→ Data extract
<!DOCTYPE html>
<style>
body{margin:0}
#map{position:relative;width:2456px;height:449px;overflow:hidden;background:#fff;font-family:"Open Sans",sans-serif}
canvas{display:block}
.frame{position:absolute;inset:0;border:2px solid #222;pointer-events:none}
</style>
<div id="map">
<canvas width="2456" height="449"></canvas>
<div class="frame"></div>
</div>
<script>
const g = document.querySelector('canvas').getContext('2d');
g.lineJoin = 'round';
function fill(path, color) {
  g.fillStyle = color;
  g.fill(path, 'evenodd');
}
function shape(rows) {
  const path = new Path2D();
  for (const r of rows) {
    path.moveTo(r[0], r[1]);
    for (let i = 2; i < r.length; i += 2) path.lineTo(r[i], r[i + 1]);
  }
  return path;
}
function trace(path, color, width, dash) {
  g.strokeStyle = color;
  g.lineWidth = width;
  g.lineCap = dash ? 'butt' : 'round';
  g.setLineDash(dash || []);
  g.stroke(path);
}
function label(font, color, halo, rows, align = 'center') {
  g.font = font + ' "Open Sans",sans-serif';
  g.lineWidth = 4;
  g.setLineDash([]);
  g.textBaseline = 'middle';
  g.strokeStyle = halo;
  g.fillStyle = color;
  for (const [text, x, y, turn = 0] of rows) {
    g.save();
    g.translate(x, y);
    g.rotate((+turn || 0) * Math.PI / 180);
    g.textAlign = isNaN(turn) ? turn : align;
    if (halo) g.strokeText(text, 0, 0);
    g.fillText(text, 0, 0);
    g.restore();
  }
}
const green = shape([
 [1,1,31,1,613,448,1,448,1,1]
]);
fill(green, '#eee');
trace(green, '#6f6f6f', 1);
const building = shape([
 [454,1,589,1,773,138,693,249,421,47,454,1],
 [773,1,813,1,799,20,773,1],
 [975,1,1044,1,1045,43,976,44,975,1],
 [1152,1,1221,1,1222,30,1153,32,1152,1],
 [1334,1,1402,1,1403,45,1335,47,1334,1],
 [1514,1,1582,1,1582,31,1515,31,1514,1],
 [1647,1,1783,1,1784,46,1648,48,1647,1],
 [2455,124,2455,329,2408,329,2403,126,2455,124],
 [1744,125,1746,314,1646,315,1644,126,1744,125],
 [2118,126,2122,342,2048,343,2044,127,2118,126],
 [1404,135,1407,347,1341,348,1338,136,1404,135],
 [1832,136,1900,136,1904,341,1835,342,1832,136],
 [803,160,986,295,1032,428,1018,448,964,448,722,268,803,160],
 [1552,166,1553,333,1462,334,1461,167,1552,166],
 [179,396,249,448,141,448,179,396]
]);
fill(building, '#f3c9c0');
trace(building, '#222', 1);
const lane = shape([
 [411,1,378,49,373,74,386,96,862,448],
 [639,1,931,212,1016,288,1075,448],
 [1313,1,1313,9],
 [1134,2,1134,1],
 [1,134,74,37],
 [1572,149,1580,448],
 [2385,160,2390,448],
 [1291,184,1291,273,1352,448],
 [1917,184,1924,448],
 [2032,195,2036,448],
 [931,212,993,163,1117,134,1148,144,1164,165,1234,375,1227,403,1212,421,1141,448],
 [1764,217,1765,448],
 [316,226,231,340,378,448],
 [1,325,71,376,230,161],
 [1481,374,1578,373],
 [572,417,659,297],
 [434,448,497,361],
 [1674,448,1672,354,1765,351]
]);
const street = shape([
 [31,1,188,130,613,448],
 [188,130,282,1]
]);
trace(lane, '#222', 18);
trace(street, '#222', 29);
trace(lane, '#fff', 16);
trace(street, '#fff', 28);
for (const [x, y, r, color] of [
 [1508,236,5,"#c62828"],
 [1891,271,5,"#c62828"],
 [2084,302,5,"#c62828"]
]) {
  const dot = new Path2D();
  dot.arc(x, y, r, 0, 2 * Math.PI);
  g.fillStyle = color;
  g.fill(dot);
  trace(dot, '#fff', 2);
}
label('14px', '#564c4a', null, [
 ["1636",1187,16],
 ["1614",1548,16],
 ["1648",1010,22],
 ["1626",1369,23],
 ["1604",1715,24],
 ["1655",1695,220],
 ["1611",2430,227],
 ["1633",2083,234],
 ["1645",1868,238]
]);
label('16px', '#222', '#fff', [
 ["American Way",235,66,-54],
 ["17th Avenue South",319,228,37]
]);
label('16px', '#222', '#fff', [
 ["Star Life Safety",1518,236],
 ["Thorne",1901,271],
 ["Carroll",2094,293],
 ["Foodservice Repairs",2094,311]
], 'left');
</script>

→ Problem details
Every line of the records above that contains the word "halo" should be counted, and only the total given.

→ Your response
3